Assigned task: Lines of the data that contain the word "speed" are the ones to copy.

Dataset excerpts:
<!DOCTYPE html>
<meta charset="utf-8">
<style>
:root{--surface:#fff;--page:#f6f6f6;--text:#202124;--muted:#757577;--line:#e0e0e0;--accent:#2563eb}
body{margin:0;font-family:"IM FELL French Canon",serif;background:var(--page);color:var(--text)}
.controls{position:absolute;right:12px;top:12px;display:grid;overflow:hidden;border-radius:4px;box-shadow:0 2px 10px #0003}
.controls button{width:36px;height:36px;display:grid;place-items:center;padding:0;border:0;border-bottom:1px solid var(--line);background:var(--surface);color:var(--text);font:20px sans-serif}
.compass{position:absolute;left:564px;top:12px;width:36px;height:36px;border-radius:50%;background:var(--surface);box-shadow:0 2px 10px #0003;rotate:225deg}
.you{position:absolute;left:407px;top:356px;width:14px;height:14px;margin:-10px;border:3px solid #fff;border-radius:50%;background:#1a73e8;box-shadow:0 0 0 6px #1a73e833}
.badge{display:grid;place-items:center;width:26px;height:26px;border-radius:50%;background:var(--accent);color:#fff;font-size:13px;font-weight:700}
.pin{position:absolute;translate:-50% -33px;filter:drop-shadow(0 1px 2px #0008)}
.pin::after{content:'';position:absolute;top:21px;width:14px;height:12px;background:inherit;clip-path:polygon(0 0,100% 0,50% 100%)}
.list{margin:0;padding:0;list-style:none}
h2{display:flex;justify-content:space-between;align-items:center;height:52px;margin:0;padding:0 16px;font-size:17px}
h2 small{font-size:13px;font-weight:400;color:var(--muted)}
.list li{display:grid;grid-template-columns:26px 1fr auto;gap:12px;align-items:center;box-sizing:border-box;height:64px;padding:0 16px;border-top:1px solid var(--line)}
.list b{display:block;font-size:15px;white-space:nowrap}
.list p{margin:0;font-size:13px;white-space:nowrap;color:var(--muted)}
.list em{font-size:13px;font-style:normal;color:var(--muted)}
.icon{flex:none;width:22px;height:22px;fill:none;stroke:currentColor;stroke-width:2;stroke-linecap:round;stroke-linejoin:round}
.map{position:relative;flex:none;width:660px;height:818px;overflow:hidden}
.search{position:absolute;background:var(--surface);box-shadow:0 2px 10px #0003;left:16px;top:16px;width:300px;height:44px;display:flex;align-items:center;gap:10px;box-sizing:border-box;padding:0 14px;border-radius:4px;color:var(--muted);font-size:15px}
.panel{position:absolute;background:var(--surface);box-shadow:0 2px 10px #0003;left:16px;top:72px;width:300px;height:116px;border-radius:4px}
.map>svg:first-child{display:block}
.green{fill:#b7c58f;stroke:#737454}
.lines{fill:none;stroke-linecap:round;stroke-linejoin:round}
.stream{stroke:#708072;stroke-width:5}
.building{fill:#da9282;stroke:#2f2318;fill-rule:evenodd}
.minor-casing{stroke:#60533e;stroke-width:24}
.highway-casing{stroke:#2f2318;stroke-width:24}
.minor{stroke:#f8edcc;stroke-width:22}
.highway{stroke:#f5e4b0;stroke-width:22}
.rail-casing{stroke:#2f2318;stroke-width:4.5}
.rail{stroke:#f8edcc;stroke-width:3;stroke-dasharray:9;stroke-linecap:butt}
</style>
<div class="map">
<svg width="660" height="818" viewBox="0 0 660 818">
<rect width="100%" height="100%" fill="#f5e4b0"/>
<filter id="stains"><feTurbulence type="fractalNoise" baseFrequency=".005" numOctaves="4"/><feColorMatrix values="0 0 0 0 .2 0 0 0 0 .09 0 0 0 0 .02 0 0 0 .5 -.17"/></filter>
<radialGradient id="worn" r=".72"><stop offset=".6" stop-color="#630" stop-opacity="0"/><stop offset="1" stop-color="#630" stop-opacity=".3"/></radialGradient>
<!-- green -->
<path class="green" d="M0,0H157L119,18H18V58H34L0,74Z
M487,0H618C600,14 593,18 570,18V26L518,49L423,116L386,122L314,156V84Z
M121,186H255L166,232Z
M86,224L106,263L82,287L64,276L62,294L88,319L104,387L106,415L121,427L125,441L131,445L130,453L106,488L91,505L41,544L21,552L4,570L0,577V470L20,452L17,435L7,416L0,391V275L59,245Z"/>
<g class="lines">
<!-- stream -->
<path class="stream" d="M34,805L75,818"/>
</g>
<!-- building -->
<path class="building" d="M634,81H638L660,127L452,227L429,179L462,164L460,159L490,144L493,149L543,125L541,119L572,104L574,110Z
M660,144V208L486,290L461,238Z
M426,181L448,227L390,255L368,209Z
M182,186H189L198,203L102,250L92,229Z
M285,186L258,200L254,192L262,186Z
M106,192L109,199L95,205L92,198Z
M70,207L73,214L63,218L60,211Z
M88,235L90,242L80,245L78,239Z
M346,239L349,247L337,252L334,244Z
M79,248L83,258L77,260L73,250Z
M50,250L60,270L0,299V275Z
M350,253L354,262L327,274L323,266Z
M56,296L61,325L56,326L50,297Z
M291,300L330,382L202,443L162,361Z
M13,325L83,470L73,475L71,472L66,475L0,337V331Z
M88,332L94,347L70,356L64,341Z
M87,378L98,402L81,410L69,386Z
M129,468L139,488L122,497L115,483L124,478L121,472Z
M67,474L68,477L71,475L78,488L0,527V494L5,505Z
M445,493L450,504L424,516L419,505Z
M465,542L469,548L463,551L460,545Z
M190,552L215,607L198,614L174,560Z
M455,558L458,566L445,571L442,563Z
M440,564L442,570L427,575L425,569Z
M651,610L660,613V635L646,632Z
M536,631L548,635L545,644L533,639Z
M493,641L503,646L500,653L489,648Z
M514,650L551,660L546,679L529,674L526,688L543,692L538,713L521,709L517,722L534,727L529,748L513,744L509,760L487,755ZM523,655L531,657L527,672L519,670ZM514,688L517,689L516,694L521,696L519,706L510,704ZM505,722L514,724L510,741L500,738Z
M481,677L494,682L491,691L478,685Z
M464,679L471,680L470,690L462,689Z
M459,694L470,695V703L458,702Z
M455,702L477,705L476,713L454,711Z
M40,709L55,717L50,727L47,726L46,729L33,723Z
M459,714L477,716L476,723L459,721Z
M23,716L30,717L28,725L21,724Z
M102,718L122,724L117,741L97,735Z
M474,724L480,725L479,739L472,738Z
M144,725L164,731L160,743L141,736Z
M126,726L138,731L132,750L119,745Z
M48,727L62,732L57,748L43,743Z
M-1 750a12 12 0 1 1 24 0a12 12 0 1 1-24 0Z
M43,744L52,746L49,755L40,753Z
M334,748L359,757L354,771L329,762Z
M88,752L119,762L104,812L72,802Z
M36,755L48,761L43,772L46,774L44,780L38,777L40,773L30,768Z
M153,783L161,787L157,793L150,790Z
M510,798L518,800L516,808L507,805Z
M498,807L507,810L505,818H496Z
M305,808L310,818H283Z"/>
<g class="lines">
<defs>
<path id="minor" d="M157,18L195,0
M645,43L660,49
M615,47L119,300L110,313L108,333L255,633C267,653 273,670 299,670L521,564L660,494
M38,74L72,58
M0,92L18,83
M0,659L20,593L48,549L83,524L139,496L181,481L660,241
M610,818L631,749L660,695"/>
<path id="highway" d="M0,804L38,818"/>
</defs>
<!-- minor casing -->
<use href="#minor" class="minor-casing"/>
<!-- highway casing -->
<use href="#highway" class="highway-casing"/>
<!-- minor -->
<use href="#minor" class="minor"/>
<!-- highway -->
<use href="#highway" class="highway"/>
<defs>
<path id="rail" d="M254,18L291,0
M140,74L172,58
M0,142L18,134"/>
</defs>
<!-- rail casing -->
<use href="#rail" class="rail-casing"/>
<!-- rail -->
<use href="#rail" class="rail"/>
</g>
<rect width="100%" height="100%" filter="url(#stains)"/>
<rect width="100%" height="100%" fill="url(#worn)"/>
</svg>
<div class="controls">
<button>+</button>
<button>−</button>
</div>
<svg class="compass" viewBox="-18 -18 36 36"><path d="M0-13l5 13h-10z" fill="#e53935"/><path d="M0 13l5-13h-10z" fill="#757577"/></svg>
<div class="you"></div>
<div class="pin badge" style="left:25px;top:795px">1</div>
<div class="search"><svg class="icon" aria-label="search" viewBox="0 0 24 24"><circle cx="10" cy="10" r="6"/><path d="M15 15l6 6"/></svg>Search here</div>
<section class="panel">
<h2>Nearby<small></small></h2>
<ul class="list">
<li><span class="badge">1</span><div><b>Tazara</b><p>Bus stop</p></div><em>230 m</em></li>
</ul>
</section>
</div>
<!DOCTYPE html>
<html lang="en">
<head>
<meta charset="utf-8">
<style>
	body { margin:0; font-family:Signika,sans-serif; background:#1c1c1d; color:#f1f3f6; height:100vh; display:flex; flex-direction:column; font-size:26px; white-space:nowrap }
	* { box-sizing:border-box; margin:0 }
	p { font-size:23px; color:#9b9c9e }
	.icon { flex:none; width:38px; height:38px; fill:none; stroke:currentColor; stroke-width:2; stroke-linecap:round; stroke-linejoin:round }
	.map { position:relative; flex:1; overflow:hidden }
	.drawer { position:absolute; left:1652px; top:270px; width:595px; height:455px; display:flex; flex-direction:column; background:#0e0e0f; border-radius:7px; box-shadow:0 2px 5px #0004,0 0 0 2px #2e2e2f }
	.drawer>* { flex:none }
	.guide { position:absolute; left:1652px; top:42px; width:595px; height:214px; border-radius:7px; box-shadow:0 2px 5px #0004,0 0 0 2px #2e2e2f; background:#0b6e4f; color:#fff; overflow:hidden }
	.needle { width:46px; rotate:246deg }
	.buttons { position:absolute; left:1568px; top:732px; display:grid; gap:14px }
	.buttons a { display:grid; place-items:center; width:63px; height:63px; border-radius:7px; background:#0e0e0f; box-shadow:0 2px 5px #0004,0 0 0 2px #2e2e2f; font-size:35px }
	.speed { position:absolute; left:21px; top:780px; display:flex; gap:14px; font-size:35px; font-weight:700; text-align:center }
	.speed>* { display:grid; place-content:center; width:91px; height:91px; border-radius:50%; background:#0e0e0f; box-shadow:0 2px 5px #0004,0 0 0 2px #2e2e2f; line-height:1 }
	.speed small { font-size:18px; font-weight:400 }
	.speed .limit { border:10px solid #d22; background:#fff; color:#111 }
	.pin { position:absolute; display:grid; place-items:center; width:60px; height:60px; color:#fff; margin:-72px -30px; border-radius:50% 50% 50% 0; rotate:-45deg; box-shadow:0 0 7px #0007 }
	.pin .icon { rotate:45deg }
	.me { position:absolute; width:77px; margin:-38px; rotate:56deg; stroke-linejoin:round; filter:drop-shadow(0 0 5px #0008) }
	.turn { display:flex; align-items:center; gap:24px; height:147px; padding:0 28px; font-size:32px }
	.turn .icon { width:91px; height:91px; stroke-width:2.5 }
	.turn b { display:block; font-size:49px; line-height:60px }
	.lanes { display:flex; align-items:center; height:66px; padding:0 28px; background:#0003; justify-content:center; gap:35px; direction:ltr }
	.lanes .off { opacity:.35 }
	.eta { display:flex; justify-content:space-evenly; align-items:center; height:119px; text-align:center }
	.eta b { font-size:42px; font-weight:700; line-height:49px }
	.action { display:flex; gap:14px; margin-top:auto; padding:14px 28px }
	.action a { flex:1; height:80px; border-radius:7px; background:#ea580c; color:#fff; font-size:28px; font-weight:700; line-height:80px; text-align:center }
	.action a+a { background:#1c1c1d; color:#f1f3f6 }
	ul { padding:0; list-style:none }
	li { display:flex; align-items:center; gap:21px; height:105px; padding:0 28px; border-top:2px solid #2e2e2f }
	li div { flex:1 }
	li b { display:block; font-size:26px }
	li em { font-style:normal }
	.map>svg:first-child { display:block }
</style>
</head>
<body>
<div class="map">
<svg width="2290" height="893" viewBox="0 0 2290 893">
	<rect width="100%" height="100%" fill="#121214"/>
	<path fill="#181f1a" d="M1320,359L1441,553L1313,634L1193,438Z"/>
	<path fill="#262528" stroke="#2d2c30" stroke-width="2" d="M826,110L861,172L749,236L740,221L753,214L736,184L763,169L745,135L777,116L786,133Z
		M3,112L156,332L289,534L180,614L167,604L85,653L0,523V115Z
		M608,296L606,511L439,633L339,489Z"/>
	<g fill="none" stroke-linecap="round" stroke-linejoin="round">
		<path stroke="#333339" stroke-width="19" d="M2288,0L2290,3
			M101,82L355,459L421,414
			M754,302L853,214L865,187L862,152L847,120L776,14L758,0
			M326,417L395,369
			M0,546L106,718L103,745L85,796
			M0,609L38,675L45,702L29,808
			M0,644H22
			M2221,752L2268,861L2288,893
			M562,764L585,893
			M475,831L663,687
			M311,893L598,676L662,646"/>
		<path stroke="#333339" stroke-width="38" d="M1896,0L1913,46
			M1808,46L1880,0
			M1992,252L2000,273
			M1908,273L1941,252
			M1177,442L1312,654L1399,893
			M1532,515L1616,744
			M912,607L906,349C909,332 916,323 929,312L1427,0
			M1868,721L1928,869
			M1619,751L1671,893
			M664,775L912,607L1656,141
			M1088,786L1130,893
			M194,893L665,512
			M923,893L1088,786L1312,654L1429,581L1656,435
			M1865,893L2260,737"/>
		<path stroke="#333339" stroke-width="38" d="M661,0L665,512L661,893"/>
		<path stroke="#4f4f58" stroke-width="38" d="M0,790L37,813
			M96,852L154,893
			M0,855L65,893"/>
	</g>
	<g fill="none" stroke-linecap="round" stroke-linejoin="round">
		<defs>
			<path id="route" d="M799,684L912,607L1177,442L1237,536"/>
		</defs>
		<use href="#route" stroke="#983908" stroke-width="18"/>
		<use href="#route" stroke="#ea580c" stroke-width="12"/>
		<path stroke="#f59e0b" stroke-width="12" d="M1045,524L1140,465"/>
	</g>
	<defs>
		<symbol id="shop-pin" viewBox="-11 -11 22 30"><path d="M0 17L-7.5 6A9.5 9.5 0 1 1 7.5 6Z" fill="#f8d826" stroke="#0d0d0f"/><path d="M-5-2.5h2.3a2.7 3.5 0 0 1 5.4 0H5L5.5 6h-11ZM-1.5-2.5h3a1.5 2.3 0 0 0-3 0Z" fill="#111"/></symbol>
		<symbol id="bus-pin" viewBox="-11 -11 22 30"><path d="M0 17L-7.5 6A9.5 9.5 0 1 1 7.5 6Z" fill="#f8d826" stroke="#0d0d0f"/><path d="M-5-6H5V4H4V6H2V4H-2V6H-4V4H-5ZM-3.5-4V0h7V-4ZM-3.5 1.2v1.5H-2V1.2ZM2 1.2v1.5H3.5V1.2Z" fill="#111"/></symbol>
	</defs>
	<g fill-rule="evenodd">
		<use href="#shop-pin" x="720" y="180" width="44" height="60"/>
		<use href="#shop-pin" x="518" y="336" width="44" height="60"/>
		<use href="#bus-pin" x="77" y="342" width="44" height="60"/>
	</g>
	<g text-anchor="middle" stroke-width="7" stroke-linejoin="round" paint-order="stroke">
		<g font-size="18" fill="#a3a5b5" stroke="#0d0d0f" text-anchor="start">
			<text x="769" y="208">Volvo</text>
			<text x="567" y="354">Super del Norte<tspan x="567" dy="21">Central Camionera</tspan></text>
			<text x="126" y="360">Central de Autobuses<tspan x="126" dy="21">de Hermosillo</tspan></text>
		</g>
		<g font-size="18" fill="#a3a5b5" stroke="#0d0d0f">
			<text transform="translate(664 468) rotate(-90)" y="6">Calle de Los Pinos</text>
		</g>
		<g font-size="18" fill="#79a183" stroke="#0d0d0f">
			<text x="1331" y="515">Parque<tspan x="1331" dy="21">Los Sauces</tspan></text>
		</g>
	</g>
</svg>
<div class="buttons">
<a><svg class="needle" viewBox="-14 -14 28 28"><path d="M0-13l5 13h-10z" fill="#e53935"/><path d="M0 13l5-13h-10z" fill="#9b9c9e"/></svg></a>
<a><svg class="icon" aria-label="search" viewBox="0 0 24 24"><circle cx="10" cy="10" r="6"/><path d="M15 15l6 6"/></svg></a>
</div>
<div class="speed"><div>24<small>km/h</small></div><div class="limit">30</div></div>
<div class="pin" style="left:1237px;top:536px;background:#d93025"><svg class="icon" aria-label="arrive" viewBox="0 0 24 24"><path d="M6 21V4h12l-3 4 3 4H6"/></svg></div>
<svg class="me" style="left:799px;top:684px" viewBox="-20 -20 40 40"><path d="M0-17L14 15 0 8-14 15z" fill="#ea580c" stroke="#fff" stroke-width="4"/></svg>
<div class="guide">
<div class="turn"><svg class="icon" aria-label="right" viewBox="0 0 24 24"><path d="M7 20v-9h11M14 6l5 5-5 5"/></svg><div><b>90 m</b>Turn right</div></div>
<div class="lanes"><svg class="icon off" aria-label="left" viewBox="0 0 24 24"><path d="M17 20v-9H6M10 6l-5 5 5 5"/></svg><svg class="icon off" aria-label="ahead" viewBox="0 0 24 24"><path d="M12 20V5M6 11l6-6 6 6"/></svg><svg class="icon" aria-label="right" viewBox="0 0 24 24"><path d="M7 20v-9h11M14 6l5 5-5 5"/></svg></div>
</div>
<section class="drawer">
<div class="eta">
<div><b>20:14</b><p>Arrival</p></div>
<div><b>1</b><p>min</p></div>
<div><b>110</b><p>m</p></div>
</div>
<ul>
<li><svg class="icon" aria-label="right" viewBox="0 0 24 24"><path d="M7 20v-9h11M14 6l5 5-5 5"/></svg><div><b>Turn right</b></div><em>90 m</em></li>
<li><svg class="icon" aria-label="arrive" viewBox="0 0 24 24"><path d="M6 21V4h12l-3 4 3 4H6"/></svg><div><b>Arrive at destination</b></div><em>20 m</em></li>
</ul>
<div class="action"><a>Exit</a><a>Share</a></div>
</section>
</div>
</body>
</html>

Expected answer:
	.speed { position:absolute; left:21px; top:780px; display:flex; gap:14px; font-size:35px; font-weight:700; text-align:center }
	.speed>* { display:grid; place-content:center; width:91px; height:91px; border-radius:50%; background:#0e0e0f; box-shadow:0 2px 5px #0004,0 0 0 2px #2e2e2f; line-height:1 }
	.speed small { font-size:18px; font-weight:400 }
	.speed .limit { border:10px solid #d22; background:#fff; color:#111 }
<div class="speed"><div>24<small>km/h</small></div><div class="limit">30</div></div>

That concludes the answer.